_Collected data entries_
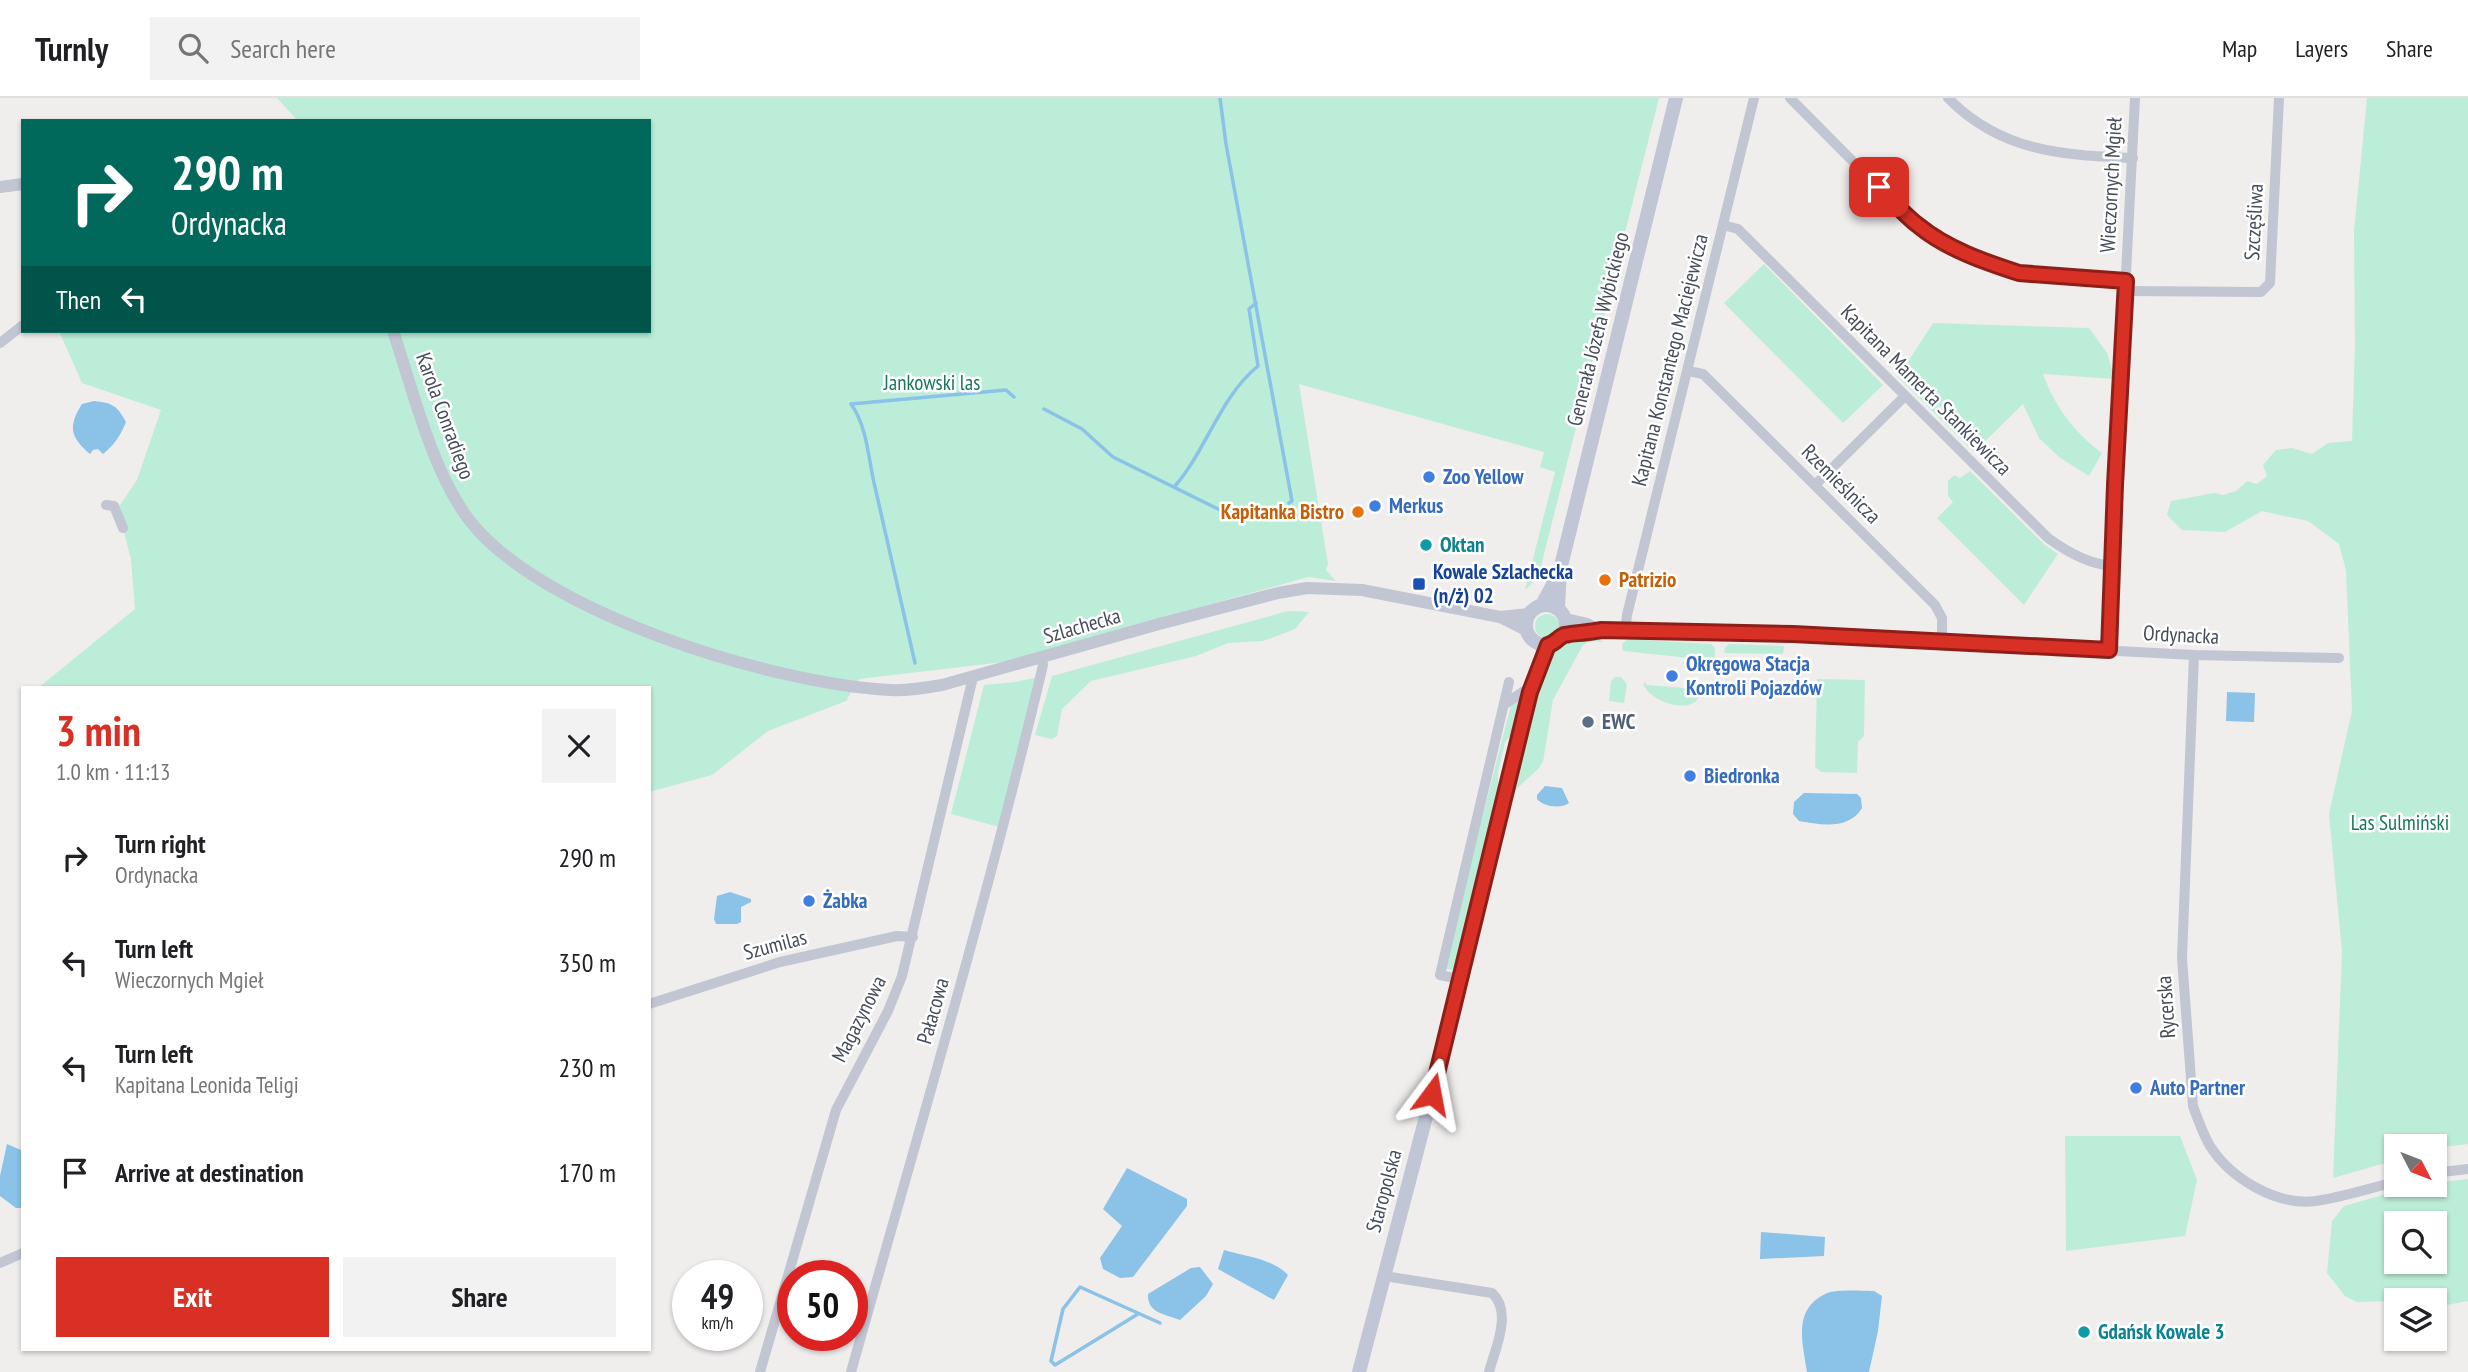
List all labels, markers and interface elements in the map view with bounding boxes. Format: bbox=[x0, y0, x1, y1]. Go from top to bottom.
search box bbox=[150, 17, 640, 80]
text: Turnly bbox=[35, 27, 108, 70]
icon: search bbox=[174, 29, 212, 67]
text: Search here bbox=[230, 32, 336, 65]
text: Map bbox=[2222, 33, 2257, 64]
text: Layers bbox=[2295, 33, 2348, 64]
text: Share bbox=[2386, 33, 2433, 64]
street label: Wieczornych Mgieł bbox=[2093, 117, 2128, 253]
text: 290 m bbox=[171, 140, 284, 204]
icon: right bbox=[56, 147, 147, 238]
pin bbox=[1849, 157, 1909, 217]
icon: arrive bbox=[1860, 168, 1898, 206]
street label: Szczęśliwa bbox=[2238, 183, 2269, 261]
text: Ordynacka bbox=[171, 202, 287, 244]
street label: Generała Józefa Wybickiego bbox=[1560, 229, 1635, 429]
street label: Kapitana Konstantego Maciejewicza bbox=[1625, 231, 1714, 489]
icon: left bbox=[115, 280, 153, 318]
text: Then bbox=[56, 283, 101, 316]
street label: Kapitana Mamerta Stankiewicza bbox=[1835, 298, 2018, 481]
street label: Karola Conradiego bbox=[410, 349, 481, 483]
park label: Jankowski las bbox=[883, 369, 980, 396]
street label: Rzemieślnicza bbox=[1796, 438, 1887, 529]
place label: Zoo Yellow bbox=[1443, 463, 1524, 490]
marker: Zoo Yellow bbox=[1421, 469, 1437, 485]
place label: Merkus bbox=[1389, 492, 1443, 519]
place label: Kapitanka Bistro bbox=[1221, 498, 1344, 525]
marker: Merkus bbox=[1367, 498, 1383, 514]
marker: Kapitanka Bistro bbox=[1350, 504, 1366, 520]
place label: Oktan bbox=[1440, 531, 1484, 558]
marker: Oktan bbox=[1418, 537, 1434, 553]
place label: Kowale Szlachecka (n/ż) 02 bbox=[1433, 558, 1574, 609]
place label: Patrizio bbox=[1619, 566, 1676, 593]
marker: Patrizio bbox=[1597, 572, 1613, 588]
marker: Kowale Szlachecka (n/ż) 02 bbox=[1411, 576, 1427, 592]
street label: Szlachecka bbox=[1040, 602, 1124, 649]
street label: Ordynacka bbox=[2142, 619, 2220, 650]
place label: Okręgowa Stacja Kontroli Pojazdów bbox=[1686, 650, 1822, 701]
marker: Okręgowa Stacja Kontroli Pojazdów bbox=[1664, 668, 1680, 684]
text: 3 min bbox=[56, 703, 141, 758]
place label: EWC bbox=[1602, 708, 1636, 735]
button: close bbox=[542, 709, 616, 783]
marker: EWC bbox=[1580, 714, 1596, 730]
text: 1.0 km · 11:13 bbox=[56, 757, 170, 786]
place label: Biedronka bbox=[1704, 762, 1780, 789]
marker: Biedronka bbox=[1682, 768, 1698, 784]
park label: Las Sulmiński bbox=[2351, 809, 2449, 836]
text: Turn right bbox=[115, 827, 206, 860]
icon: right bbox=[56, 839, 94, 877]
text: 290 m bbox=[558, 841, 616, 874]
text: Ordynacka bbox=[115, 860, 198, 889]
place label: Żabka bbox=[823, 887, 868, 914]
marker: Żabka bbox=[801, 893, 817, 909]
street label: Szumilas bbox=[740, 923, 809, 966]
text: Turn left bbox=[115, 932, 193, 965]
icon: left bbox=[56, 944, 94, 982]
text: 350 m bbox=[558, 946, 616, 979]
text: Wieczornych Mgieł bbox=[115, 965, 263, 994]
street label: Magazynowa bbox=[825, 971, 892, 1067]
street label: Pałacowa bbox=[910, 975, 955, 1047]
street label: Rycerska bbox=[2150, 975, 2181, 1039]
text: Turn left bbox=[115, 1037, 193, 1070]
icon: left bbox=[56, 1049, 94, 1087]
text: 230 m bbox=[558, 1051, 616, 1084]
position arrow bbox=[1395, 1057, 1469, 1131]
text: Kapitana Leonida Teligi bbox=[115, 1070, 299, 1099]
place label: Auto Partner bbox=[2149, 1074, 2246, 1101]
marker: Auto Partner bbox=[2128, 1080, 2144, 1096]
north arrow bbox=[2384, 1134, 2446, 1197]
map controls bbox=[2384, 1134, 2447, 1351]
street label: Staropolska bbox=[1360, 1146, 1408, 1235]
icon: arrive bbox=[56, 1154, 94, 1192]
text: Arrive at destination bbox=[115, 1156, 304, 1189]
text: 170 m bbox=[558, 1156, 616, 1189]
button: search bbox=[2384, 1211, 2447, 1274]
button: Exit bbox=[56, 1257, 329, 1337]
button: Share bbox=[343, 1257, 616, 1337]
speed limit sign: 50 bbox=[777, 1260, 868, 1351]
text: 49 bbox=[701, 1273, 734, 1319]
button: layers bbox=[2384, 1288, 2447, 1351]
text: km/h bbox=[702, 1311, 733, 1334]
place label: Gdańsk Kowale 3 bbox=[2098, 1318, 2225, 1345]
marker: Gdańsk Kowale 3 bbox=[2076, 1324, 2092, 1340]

_PROBLEM STATEMENT_
Say how many lines above contain the string "Oktan", writing only the number.

_RESPONSE TO THIS EXERCISE_
2